▸ **What you are asked to do**: All lines below containing the string "Viladecavalls" are to be copied.

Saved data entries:
#####

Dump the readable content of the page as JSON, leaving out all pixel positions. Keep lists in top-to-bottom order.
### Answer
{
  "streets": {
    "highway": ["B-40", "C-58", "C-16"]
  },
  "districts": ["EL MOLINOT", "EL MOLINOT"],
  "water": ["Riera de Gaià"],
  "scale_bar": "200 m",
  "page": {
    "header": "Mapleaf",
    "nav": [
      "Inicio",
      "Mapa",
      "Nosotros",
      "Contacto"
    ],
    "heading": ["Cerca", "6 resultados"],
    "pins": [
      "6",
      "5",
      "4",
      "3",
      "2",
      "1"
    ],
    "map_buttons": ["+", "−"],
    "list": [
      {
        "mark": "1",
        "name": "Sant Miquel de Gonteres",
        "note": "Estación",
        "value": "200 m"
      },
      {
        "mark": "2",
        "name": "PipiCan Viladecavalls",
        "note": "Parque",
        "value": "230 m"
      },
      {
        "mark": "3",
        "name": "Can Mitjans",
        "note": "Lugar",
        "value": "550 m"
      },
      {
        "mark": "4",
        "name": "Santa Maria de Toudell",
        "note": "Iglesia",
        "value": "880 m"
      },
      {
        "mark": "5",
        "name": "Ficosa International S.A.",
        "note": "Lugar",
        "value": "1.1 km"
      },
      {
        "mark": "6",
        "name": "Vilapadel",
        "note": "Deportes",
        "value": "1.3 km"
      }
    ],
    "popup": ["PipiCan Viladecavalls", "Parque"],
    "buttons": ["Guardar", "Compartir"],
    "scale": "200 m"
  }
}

#####

▸ **Task solution**:
        "name": "PipiCan Viladecavalls",
    "popup": ["PipiCan Viladecavalls", "Parque"],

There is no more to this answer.